§ **Goal of the exercise**: Reply with one number, the count of lines below that contain the string "calc".

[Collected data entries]
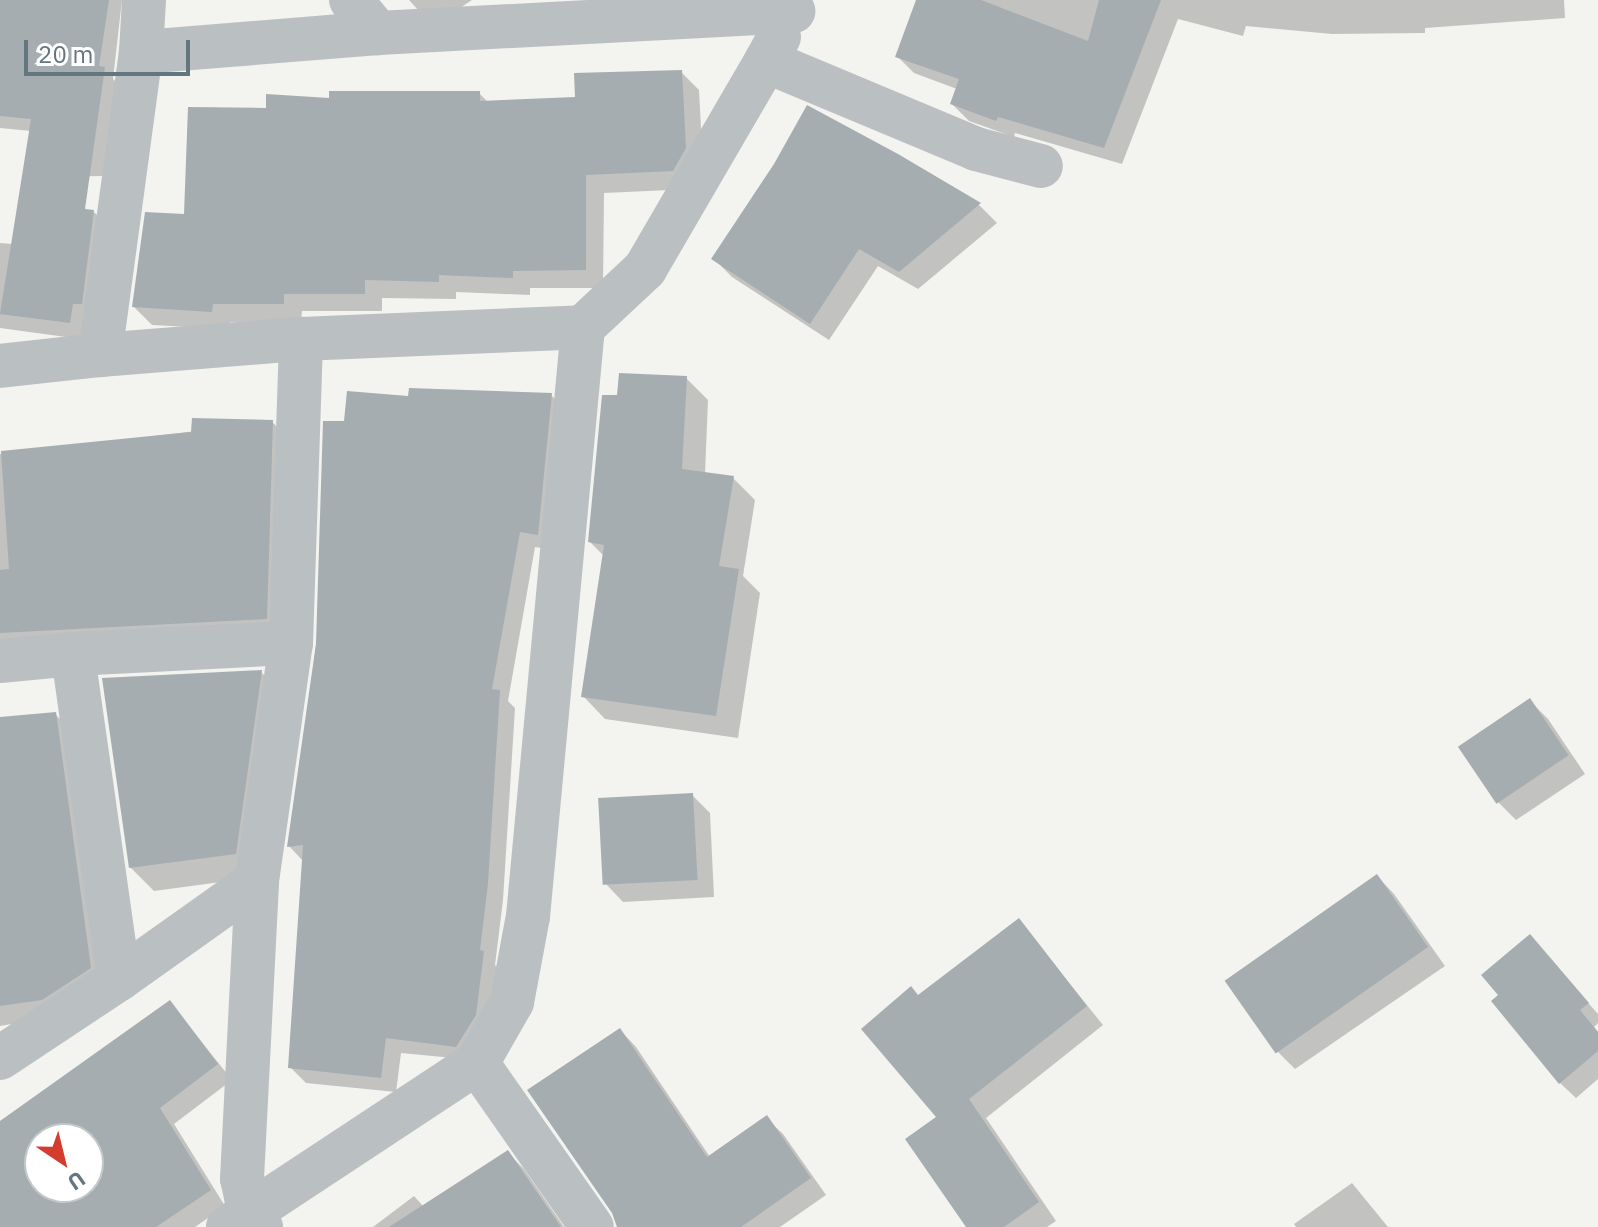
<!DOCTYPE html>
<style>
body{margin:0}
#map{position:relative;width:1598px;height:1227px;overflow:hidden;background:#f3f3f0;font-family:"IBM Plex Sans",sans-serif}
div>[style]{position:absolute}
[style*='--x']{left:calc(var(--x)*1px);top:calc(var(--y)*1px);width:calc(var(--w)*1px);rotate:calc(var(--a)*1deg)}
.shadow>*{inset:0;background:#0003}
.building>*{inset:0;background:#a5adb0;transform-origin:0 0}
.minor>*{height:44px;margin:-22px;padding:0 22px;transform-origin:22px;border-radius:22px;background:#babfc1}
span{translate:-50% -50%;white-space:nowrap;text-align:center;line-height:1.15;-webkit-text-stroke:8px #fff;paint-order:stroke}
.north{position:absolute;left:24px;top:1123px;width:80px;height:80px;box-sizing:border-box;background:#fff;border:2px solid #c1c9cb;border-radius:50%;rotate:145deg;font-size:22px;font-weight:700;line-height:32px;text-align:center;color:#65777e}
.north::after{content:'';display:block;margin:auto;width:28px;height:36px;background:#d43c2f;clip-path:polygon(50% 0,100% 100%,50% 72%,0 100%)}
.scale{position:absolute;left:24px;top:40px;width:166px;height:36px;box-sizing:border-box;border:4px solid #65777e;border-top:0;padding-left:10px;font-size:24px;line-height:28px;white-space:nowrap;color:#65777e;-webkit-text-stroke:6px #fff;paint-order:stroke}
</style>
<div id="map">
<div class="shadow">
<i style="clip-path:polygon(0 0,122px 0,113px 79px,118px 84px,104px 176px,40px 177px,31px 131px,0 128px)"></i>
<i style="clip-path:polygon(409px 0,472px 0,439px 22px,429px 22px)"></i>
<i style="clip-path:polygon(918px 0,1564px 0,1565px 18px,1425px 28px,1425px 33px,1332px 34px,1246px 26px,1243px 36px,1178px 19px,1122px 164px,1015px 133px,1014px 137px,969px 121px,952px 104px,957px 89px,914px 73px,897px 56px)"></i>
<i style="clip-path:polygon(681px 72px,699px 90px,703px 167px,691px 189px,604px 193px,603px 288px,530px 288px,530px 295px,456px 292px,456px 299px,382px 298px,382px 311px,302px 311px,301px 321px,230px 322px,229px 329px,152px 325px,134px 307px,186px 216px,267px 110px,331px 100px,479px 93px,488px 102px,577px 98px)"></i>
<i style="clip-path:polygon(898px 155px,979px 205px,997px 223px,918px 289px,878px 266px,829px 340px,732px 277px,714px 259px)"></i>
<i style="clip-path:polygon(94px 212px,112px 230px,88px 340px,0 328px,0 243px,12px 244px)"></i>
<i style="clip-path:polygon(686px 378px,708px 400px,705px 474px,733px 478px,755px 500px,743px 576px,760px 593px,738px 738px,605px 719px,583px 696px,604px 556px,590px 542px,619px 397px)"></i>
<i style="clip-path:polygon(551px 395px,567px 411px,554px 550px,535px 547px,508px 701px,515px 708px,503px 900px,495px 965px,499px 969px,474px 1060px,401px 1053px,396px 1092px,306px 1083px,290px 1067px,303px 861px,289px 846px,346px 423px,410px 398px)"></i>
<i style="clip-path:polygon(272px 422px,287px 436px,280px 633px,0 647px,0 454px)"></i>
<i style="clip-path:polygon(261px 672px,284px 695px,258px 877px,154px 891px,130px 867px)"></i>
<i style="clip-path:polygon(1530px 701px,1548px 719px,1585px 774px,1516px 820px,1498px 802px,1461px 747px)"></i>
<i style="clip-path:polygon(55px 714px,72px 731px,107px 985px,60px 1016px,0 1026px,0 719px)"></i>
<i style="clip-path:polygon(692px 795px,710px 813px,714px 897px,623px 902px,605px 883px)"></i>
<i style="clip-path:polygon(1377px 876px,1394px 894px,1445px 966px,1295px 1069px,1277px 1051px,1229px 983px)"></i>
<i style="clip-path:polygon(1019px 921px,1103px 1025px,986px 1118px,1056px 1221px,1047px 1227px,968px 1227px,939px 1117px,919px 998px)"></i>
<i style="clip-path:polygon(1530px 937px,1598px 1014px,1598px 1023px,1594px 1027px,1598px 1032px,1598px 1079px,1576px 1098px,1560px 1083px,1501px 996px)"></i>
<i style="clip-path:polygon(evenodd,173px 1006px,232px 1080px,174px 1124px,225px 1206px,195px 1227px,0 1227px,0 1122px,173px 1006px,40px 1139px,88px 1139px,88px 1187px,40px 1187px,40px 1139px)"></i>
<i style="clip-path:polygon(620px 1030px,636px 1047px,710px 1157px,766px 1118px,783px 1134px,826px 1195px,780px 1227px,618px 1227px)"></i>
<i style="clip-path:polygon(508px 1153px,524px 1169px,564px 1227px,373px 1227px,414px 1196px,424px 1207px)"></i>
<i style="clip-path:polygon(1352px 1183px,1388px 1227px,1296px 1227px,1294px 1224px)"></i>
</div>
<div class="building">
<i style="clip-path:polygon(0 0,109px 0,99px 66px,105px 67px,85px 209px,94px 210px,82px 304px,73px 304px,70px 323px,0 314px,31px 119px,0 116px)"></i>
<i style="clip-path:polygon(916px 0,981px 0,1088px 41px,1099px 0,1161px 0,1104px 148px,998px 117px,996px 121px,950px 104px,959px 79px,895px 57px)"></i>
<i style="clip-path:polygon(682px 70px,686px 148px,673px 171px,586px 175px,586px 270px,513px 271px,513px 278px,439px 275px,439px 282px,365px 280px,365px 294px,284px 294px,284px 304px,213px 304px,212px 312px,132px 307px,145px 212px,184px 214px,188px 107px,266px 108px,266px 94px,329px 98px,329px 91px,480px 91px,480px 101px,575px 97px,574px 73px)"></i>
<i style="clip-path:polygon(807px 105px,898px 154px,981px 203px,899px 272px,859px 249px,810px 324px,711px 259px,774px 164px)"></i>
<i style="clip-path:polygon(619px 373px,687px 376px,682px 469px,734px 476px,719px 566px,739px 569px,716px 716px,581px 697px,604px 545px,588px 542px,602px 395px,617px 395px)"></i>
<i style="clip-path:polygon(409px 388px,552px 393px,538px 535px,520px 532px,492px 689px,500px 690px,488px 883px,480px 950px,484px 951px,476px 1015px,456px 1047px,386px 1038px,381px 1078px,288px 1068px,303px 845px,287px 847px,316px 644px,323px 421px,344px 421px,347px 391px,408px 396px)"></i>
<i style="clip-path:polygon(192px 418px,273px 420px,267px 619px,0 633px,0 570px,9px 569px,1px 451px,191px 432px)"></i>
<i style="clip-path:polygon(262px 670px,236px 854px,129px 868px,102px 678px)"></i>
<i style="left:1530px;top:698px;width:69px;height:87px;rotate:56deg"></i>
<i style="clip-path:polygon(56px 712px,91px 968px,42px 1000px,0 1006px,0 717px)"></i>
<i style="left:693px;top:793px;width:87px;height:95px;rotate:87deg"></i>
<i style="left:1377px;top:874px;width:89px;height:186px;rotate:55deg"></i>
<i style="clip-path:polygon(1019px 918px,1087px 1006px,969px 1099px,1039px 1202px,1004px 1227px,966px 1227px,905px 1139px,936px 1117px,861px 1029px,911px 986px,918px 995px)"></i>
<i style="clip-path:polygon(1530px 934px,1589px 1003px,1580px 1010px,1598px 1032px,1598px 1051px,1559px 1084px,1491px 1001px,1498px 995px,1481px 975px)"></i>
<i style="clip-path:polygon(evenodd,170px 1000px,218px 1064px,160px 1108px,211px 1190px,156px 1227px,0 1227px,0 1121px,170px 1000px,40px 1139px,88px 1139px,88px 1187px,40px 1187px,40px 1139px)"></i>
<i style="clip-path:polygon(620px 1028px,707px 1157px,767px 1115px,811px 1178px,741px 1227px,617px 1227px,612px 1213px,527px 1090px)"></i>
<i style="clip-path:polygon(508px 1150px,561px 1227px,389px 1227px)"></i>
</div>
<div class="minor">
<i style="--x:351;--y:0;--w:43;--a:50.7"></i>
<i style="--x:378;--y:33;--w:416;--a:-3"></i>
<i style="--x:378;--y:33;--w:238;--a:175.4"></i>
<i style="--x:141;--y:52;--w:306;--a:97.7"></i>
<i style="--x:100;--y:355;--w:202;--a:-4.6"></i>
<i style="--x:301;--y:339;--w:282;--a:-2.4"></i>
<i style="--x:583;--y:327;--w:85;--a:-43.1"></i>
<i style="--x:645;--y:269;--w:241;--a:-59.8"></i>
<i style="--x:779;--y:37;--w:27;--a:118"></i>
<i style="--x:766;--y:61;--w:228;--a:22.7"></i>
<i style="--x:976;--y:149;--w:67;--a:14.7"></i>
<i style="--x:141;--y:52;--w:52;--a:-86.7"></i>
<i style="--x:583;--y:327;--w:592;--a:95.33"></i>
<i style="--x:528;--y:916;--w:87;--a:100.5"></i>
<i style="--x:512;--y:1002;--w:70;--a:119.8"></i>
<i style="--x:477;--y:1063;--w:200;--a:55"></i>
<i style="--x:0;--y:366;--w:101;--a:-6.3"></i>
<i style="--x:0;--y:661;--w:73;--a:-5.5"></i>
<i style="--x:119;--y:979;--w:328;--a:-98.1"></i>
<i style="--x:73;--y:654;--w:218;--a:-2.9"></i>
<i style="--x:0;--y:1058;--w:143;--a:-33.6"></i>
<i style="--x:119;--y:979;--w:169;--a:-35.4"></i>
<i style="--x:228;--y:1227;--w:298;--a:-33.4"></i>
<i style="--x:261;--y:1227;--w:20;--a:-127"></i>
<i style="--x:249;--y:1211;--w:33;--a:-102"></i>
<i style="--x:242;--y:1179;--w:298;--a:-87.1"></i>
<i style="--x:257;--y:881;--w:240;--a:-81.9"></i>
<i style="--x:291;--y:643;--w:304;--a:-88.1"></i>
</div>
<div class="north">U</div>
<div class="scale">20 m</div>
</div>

--

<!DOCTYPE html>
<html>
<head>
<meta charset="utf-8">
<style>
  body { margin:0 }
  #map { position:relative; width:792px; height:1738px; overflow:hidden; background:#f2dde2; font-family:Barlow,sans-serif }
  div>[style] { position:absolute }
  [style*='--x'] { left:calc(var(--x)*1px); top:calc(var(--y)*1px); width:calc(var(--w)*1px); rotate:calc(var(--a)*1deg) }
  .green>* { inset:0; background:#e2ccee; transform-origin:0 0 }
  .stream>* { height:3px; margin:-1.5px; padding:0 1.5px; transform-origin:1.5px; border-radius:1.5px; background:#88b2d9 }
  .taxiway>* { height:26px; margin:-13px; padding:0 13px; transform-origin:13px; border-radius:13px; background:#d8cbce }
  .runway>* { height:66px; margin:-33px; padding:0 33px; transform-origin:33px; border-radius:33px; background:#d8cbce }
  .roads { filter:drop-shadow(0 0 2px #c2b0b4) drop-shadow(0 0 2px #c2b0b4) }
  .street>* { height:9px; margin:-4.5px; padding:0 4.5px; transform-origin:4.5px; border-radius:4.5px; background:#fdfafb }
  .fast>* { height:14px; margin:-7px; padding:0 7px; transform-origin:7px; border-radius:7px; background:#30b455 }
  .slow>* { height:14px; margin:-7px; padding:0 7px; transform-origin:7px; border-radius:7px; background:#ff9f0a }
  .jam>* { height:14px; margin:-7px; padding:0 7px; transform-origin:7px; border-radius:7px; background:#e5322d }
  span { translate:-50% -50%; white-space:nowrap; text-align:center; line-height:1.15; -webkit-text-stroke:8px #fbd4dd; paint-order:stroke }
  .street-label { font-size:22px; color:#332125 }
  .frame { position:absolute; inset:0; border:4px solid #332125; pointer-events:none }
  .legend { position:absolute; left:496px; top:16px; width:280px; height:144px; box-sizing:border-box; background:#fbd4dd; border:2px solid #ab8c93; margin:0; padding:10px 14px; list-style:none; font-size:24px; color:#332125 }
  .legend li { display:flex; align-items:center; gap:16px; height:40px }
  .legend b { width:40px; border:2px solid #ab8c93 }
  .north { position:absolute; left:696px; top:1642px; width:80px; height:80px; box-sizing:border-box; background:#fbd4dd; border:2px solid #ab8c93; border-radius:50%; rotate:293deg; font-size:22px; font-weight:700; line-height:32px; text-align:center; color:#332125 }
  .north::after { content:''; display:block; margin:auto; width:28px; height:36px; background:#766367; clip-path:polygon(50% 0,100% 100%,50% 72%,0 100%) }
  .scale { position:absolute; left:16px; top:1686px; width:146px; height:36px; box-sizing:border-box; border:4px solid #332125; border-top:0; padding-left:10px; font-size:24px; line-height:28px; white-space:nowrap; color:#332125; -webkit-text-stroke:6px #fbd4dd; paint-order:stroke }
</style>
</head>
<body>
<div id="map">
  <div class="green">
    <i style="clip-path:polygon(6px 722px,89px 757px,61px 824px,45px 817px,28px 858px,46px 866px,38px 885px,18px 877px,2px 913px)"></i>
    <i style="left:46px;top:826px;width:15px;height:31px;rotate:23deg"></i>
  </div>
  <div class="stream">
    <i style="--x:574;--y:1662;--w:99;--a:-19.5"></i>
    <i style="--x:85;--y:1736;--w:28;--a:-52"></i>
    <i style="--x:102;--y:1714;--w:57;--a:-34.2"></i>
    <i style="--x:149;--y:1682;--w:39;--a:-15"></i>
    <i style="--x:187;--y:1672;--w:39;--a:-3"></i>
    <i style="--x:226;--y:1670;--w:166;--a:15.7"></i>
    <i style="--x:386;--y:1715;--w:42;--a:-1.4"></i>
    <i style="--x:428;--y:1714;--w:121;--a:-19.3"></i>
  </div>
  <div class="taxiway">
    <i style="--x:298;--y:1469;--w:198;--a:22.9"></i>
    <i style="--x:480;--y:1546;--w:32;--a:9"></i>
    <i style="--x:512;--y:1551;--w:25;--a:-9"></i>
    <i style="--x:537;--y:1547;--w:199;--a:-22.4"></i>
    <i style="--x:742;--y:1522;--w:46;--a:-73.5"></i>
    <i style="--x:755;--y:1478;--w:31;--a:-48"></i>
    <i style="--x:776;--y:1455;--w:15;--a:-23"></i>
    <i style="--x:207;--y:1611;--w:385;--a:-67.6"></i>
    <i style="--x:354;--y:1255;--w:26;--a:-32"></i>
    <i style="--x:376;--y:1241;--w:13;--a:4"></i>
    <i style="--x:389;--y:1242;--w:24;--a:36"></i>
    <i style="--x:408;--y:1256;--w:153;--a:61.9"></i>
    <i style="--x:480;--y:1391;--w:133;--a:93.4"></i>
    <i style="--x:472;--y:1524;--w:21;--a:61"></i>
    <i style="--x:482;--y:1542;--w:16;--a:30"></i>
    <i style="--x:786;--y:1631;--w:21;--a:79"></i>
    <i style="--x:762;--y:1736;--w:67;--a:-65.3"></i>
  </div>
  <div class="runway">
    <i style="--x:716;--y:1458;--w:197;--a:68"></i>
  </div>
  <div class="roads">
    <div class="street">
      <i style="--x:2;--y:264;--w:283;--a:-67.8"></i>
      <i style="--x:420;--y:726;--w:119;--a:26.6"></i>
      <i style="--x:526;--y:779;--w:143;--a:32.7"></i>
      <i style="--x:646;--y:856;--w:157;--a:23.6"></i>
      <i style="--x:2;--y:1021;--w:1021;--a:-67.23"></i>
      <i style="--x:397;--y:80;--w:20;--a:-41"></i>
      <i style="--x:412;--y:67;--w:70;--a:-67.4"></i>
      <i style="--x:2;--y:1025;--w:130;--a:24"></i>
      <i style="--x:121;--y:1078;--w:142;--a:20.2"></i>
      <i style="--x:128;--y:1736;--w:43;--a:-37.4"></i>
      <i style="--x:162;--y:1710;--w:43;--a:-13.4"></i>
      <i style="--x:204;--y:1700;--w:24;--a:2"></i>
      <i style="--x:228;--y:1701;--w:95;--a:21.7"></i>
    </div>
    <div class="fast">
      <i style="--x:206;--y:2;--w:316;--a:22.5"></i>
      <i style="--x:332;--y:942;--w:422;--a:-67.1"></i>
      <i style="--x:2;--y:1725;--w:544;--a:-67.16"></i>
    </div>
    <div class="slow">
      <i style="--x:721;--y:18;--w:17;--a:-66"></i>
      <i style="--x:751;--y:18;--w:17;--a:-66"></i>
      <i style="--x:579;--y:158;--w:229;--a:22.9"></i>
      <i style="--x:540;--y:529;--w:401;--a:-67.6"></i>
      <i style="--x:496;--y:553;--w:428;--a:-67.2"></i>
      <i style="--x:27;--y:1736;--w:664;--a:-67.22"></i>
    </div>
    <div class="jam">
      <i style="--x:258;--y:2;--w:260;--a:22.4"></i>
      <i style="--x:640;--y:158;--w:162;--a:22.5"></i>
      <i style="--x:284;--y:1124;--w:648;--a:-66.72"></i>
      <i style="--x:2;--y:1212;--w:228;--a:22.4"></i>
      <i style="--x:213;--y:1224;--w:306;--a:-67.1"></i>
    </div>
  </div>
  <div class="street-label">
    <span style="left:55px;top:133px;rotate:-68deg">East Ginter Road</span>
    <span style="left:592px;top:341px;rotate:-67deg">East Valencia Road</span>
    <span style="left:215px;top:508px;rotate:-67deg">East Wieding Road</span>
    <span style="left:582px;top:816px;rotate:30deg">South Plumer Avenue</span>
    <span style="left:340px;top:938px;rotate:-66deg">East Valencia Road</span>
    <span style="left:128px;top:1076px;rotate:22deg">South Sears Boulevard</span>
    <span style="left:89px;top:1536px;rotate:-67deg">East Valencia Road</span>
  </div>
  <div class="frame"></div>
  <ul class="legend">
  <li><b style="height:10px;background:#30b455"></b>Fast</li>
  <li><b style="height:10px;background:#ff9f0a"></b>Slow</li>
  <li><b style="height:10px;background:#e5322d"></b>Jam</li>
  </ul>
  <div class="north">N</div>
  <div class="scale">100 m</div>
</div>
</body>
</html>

§ **Expected answer**: 2